Of course, Shinji is in part hoping that Nobu will continue to look in on his aunt seeing as they have no children of their own and he quite plainly positions himself as a surrogate father to Nobu following his brother-in-law’s death. Nobu, however, is moody in the extreme and actively resists fathering, apparently irritated by his uncle’s admittedly large personality. Shinji works hard and is an accomplished craftsman, but he also likes to have a good time and is, in Nobu’s eyes, irresponsible, always adding to his tab at the cafe run by an old school friend who knows him too well to expect any better while continuing to smoke and drink knowing that it can hardly make much difference now. Other than his wife, Shinji’s main worry is that he won’t be around to finish teaching Nobu everything he needs to know for the future or continue guiding him towards a more settled manhood. 

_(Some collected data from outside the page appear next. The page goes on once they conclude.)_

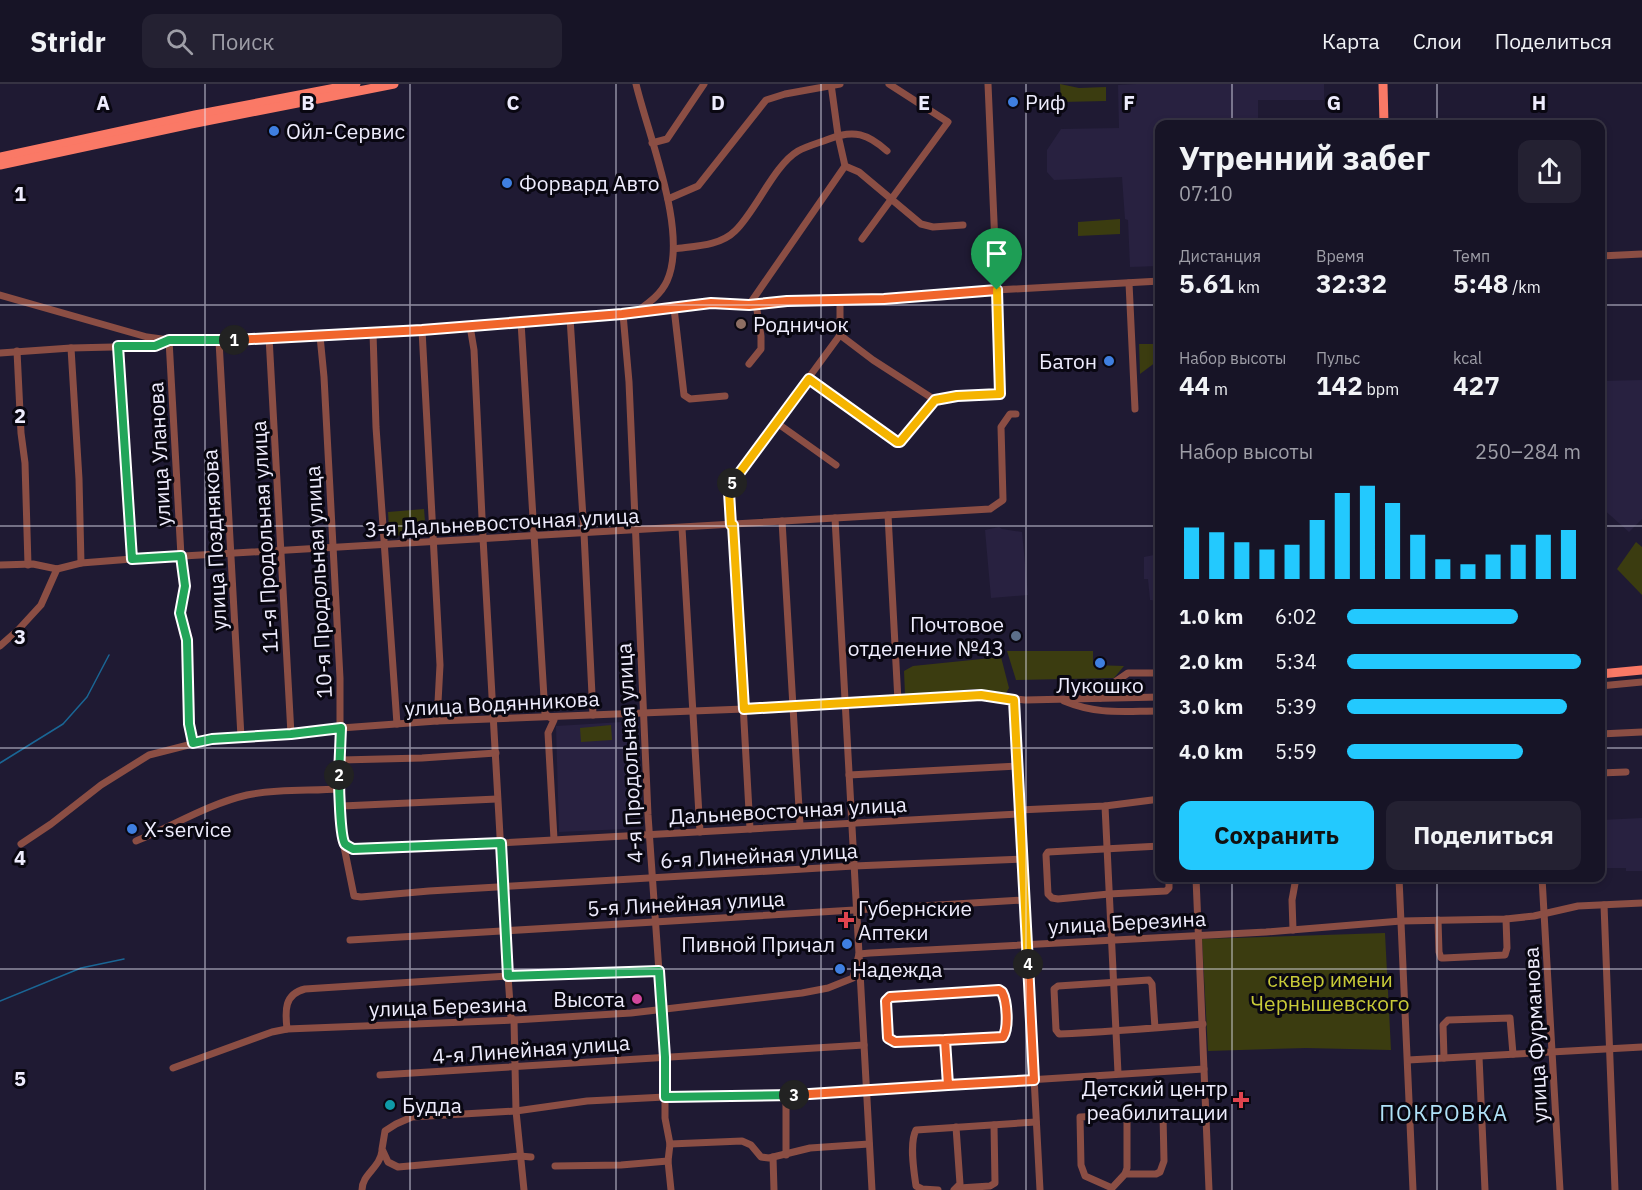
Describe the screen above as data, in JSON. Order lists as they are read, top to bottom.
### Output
{
  "streets": {
    "street": [
      "улица Уланова",
      "3-я Дальневосточная улица",
      "11-я Продольная улица",
      "улица Позднякова",
      "10-я Продольная улица",
      "улица Водянникова",
      "4-я Продольная улица",
      "Дальневосточная улица",
      "6-я Линейная улица",
      "5-я Линейная улица",
      "улица Березина",
      "улица Фурманова",
      "4-я Линейная улица"
    ]
  },
  "crossings": [
    ["улица Уланова", "3-я Дальневосточная улица"],
    ["улица Уланова", "улица Водянникова"],
    ["3-я Дальневосточная улица", "11-я Продольная улица"],
    ["3-я Дальневосточная улица", "улица Позднякова"],
    ["3-я Дальневосточная улица", "10-я Продольная улица"],
    ["3-я Дальневосточная улица", "4-я Продольная улица"],
    ["11-я Продольная улица", "улица Водянникова"],
    ["улица Позднякова", "улица Водянникова"],
    ["10-я Продольная улица", "улица Водянникова"],
    ["10-я Продольная улица", "Дальневосточная улица"],
    ["10-я Продольная улица", "6-я Линейная улица"],
    ["улица Водянникова", "4-я Продольная улица"],
    ["4-я Продольная улица", "Дальневосточная улица"],
    ["4-я Продольная улица", "6-я Линейная улица"],
    ["4-я Продольная улица", "5-я Линейная улица"],
    ["4-я Продольная улица", "улица Березина"],
    ["4-я Продольная улица", "4-я Линейная улица"],
    ["улица Березина", "улица Фурманова"]
  ],
  "districts": ["ПОКРОВКА"],
  "parks": ["сквер имени Чернышевского"],
  "places": {
    "other": [
      "Риф",
      "Ойл-Сервис",
      "Форвард Авто",
      "Родничок",
      "Батон",
      "Почтовое отделение №43",
      "Лукошко",
      "X-service",
      "Пивной Причал",
      "Надежда",
      "Высота",
      "Будда"
    ],
    "health": ["Губернские Аптеки", "Детский центр реабилитации"]
  },
  "page": {
    "header": "Stridr",
    "search": "Поиск",
    "nav": ["Карта", "Слои", "Поделиться"],
    "heading": ["Утренний забег", "07:10"],
    "stats": [
      ["Дистанция", "5.61 km"],
      ["Время", "32:32"],
      ["Темп", "5:48 /km"],
      ["Набор высоты", "44 m"],
      ["Пульс", "142 bpm"],
      ["kcal", "427"]
    ],
    "pins": [
      "1",
      "5",
      "2",
      "4",
      "3"
    ],
    "chart": ["Набор высоты", "250–284 m"],
    "list": [
      {
        "name": "1.0 km",
        "note": "6:02"
      },
      {
        "name": "2.0 km",
        "note": "5:34"
      },
      {
        "name": "3.0 km",
        "note": "5:39"
      },
      {
        "name": "4.0 km",
        "note": "5:59"
      }
    ],
    "buttons": ["Сохранить", "Поделиться"]
  },
  "grid": {
    "columns": [
      "A",
      "B",
      "C",
      "D",
      "E",
      "F",
      "G",
      "H"
    ],
    "rows": [
      "1",
      "2",
      "3",
      "4",
      "5"
    ]
  }
}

Perhaps for these reasons, Nobu’s mother suggests that he temporarily move in with with his uncle and aunt so he can spend quality time with him while he’s still around, much to Shinji’s excitement and Nobu’s chagrin. Nevertheless, enforced proximity does perhaps begin to bring the two men together, Nobu eventually scrubbing his uncle’s back at the local baths in a typically filial gesture. “It’s actually quite painful, and that’s proof of life!” Shinji ironically exclaims, though Nobu continues to struggle with his anxiety over his uncle’s illness, cruelly berating him that if he weren’t ill they wouldn’t all be suffering. There’s a kind of projection in his charges of “selfishness” and “self-obsession” as he continues in his sullen denial and resentment, only latterly bonding as Shinji imparts the rest of his remaining knowledge including the proper technique for a hammer and chisel chipping away at his moody facade.

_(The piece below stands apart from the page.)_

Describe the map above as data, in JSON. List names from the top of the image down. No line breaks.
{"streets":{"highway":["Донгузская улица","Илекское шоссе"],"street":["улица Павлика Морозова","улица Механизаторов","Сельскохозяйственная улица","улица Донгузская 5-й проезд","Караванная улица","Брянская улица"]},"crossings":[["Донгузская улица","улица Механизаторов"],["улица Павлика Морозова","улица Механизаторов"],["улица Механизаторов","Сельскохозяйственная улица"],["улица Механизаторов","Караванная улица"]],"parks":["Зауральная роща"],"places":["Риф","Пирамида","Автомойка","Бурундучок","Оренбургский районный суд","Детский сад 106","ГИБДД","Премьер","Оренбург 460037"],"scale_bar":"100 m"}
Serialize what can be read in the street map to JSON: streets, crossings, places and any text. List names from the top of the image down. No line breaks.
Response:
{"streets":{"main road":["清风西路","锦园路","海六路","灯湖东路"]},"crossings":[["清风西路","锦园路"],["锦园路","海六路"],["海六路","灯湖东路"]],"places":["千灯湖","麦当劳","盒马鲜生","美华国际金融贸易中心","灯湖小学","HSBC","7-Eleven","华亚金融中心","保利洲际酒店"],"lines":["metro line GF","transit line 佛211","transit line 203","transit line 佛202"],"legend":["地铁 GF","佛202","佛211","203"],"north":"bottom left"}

“Learn what you can by watching others” he eventually tells him, as much a reminder to be present in the world as a workplace instruction given in the knowledge he is running out of time. Learning to accommodate loss, Nobu perhaps also comes to appreciate not only absence but legacy, accepting what his uncle left behind in the form of his teaching feeling less abandoned and alone than reconnected with family and history yet also carving his own path as he prepares to move forward into a more settled adulthood.